# PROBLEM DESCRIPTION
Print the data that follows again, keeping every line exact.

-- EXTRACTED MATERIAL follows --

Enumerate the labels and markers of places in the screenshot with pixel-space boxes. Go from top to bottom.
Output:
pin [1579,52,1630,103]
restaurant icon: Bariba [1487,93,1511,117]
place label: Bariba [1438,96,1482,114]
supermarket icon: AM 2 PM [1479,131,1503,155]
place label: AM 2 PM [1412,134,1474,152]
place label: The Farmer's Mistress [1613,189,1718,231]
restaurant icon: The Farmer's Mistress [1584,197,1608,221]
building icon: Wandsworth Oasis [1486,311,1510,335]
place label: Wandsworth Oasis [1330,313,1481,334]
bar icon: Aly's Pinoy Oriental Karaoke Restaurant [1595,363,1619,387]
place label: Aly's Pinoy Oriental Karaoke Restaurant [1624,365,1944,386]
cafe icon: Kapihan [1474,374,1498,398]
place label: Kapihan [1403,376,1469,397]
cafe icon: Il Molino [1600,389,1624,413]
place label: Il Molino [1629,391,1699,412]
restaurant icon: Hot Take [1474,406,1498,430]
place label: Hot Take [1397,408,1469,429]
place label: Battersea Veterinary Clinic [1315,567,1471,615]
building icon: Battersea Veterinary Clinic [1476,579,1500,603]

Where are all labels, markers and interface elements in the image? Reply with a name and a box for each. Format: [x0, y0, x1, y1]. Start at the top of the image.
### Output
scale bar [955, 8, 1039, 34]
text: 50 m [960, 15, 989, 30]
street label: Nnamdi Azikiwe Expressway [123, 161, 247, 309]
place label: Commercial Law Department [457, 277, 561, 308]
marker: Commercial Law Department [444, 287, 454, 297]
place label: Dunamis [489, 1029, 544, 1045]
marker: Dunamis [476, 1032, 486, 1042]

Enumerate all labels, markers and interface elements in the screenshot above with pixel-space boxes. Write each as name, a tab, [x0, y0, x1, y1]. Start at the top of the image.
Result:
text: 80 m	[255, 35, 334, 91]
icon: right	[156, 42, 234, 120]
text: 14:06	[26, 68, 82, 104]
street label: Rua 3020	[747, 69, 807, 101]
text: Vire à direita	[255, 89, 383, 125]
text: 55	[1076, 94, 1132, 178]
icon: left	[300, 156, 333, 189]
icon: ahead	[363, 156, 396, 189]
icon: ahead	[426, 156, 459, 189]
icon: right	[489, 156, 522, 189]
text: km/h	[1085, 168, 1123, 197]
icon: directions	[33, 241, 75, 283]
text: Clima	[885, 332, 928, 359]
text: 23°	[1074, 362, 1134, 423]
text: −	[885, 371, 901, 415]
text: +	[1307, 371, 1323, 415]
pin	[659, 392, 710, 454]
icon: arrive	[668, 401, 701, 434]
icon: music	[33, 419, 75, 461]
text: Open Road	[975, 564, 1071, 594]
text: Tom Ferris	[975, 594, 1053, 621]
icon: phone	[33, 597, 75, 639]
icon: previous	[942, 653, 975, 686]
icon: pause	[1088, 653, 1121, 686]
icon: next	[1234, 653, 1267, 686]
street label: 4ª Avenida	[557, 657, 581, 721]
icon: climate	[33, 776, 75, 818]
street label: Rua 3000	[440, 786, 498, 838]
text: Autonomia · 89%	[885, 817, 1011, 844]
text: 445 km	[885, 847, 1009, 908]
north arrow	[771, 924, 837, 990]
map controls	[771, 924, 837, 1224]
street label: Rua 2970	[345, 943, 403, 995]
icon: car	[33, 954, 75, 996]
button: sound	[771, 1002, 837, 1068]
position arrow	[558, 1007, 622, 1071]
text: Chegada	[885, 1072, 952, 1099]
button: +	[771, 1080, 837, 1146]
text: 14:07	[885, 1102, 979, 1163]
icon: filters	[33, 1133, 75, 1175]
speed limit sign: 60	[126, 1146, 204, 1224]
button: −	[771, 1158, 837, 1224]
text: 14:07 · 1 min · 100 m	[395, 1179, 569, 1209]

-- EXTRACTED MATERIAL concluded --

# TASK RESPONSE
Enumerate the labels and markers of places in the screenshot with pixel-space boxes. Go from top to bottom.
Output:
pin [1579,52,1630,103]
restaurant icon: Bariba [1487,93,1511,117]
place label: Bariba [1438,96,1482,114]
supermarket icon: AM 2 PM [1479,131,1503,155]
place label: AM 2 PM [1412,134,1474,152]
place label: The Farmer's Mistress [1613,189,1718,231]
restaurant icon: The Farmer's Mistress [1584,197,1608,221]
building icon: Wandsworth Oasis [1486,311,1510,335]
place label: Wandsworth Oasis [1330,313,1481,334]
bar icon: Aly's Pinoy Oriental Karaoke Restaurant [1595,363,1619,387]
place label: Aly's Pinoy Oriental Karaoke Restaurant [1624,365,1944,386]
cafe icon: Kapihan [1474,374,1498,398]
place label: Kapihan [1403,376,1469,397]
cafe icon: Il Molino [1600,389,1624,413]
place label: Il Molino [1629,391,1699,412]
restaurant icon: Hot Take [1474,406,1498,430]
place label: Hot Take [1397,408,1469,429]
place label: Battersea Veterinary Clinic [1315,567,1471,615]
building icon: Battersea Veterinary Clinic [1476,579,1500,603]

Where are all labels, markers and interface elements in the image? Reply with a name and a box for each. Format: [x0, y0, x1, y1]. Start at the top of the image.
### Output
scale bar [955, 8, 1039, 34]
text: 50 m [960, 15, 989, 30]
street label: Nnamdi Azikiwe Expressway [123, 161, 247, 309]
place label: Commercial Law Department [457, 277, 561, 308]
marker: Commercial Law Department [444, 287, 454, 297]
place label: Dunamis [489, 1029, 544, 1045]
marker: Dunamis [476, 1032, 486, 1042]

Enumerate all labels, markers and interface elements in the screenshot above with pixel-space boxes. Write each as name, a tab, [x0, y0, x1, y1]. Start at the top of the image.
Result:
text: 80 m	[255, 35, 334, 91]
icon: right	[156, 42, 234, 120]
text: 14:06	[26, 68, 82, 104]
street label: Rua 3020	[747, 69, 807, 101]
text: Vire à direita	[255, 89, 383, 125]
text: 55	[1076, 94, 1132, 178]
icon: left	[300, 156, 333, 189]
icon: ahead	[363, 156, 396, 189]
icon: ahead	[426, 156, 459, 189]
icon: right	[489, 156, 522, 189]
text: km/h	[1085, 168, 1123, 197]
icon: directions	[33, 241, 75, 283]
text: Clima	[885, 332, 928, 359]
text: 23°	[1074, 362, 1134, 423]
text: −	[885, 371, 901, 415]
text: +	[1307, 371, 1323, 415]
pin	[659, 392, 710, 454]
icon: arrive	[668, 401, 701, 434]
icon: music	[33, 419, 75, 461]
text: Open Road	[975, 564, 1071, 594]
text: Tom Ferris	[975, 594, 1053, 621]
icon: phone	[33, 597, 75, 639]
icon: previous	[942, 653, 975, 686]
icon: pause	[1088, 653, 1121, 686]
icon: next	[1234, 653, 1267, 686]
street label: 4ª Avenida	[557, 657, 581, 721]
icon: climate	[33, 776, 75, 818]
street label: Rua 3000	[440, 786, 498, 838]
text: Autonomia · 89%	[885, 817, 1011, 844]
text: 445 km	[885, 847, 1009, 908]
north arrow	[771, 924, 837, 990]
map controls	[771, 924, 837, 1224]
street label: Rua 2970	[345, 943, 403, 995]
icon: car	[33, 954, 75, 996]
button: sound	[771, 1002, 837, 1068]
position arrow	[558, 1007, 622, 1071]
text: Chegada	[885, 1072, 952, 1099]
button: +	[771, 1080, 837, 1146]
text: 14:07	[885, 1102, 979, 1163]
icon: filters	[33, 1133, 75, 1175]
speed limit sign: 60	[126, 1146, 204, 1224]
button: −	[771, 1158, 837, 1224]
text: 14:07 · 1 min · 100 m	[395, 1179, 569, 1209]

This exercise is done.